Les environnements Cloud hybride représentent une surface d’attaque plus vaste et plus complexe à protéger. Selon une étude, les professionnels du SOC traitent moins de la moitié (49 %) des alertes qu’ils sont censés examiner au cours d’une journée de travail normale. Voilà dans quel contexte s’avance le nouveau SIEM QRadar « Cloud-native ».
L’offre présentée cette semaine exploite l’IA (via watsonx) pour encadrer les tâches chronophages et répétitives, permettant aux équipes chargées de la sécurité informatique de trouver les menaces hautement prioritaires et d’y répondre de manière plus efficace.
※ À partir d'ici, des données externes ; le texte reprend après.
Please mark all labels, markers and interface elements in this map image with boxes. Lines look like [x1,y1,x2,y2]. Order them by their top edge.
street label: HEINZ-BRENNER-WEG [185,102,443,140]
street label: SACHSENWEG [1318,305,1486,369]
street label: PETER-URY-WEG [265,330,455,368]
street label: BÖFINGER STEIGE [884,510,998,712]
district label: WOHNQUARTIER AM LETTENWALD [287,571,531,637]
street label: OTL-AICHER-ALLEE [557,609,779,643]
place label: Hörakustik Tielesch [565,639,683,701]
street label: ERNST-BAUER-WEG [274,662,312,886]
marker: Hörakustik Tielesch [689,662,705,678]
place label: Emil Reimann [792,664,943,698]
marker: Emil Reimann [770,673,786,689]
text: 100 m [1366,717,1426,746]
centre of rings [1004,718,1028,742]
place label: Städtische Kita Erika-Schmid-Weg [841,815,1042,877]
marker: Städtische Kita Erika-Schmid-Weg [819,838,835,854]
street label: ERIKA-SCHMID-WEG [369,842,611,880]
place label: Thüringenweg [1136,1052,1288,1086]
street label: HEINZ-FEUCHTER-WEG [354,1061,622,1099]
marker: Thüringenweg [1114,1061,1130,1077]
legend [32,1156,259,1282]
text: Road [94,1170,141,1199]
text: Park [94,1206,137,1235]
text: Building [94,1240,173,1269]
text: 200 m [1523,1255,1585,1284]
Construit sur un socle Red Hat OpenShift, QRadar SIEM est conçu pour être structurellement ouvert et garantir une interopérabilité plus approfondie avec des outils et des Clouds divers. « Il s’appuie sur l’open source et les standards ouverts pour les fonctions principales, notamment les règles de détection et le langage de recherche, ce qui lui permet de fonctionner avec les piles technologiques de toutes les entreprises », explique-t-on chez IBM.
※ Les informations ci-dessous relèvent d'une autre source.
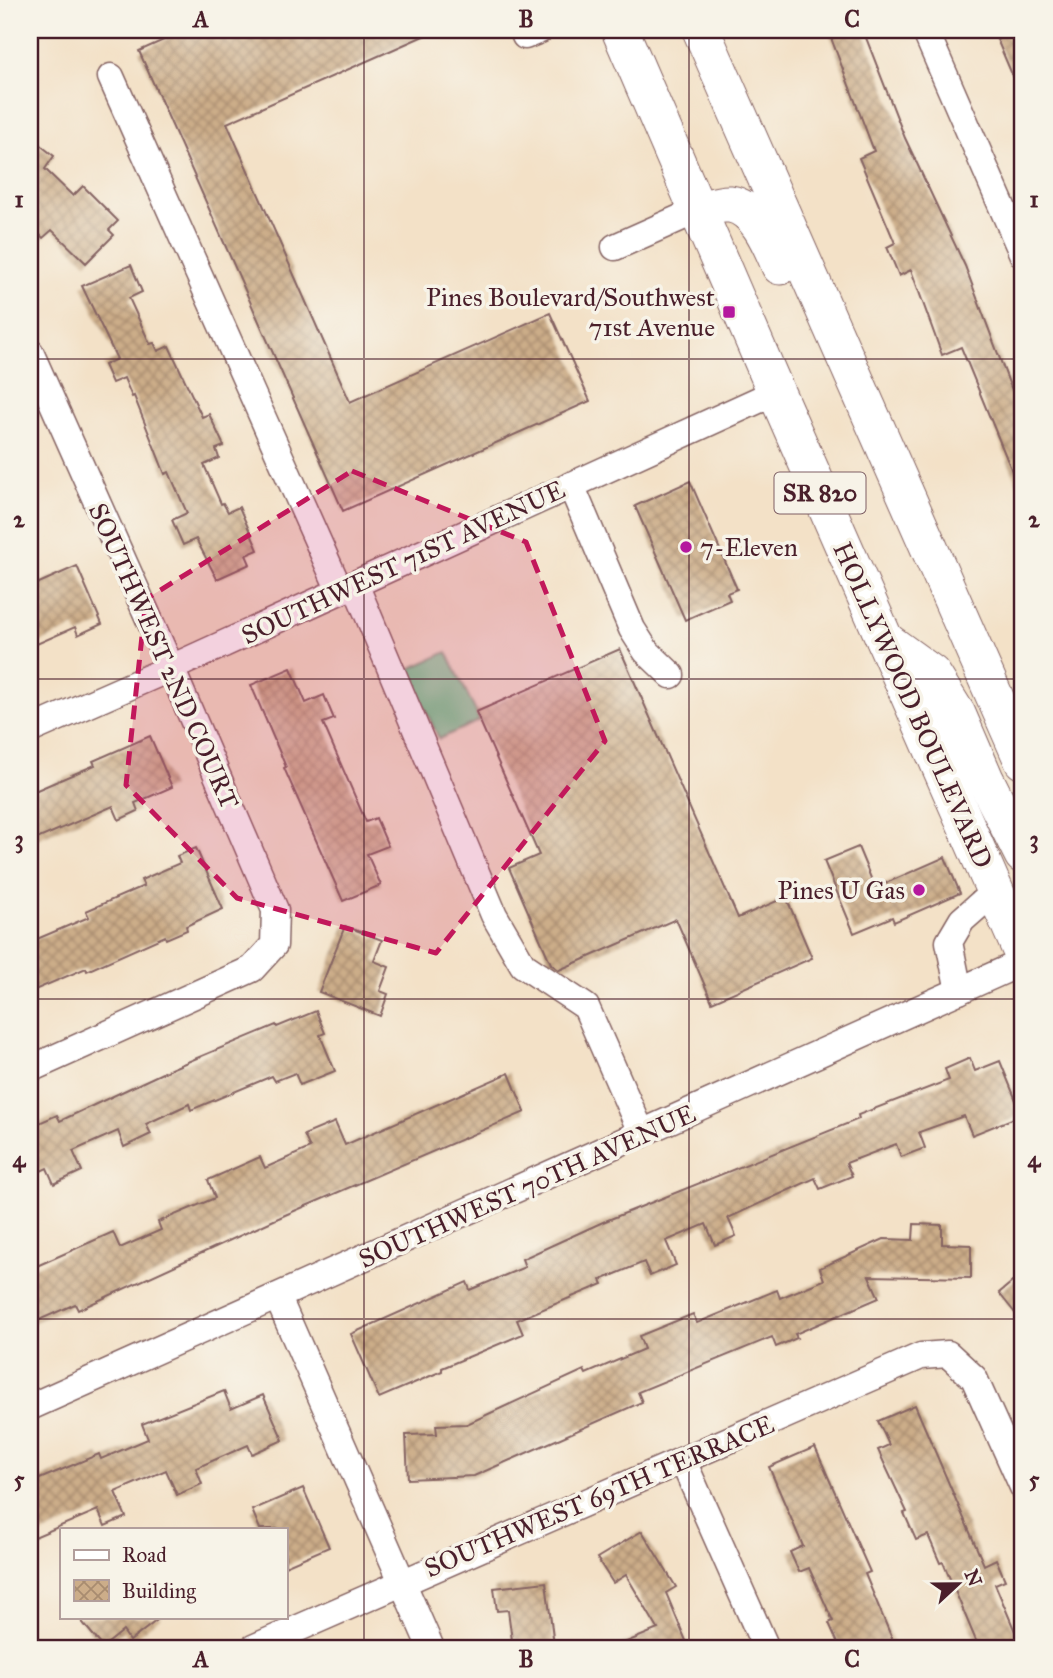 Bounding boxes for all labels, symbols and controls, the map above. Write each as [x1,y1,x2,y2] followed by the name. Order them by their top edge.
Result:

IBM QRadar SIEM va ainsi pouvoir exploiter les détections de la communauté cybersécurité (règles de détection SIGMA), enquêter sur différentes sources de données (recherche fédérée et traque des menaces basées sur des technologies open-source), tout en s’appuyant sur l’écosystème QRadar (700 intégrations prédéfinies).
La nouvelle solution applique plusieurs couches d’IA et d’automatisation. Elles sont intégrées nativement dans l’interface analyste de QRadar Suite. D’ailleurs, l’entreprise prévoit également de lancer des fonctionnalités de sécurité d’IA générative (GAI) pour QRadar Suite début 2024 et basées sur watsonx.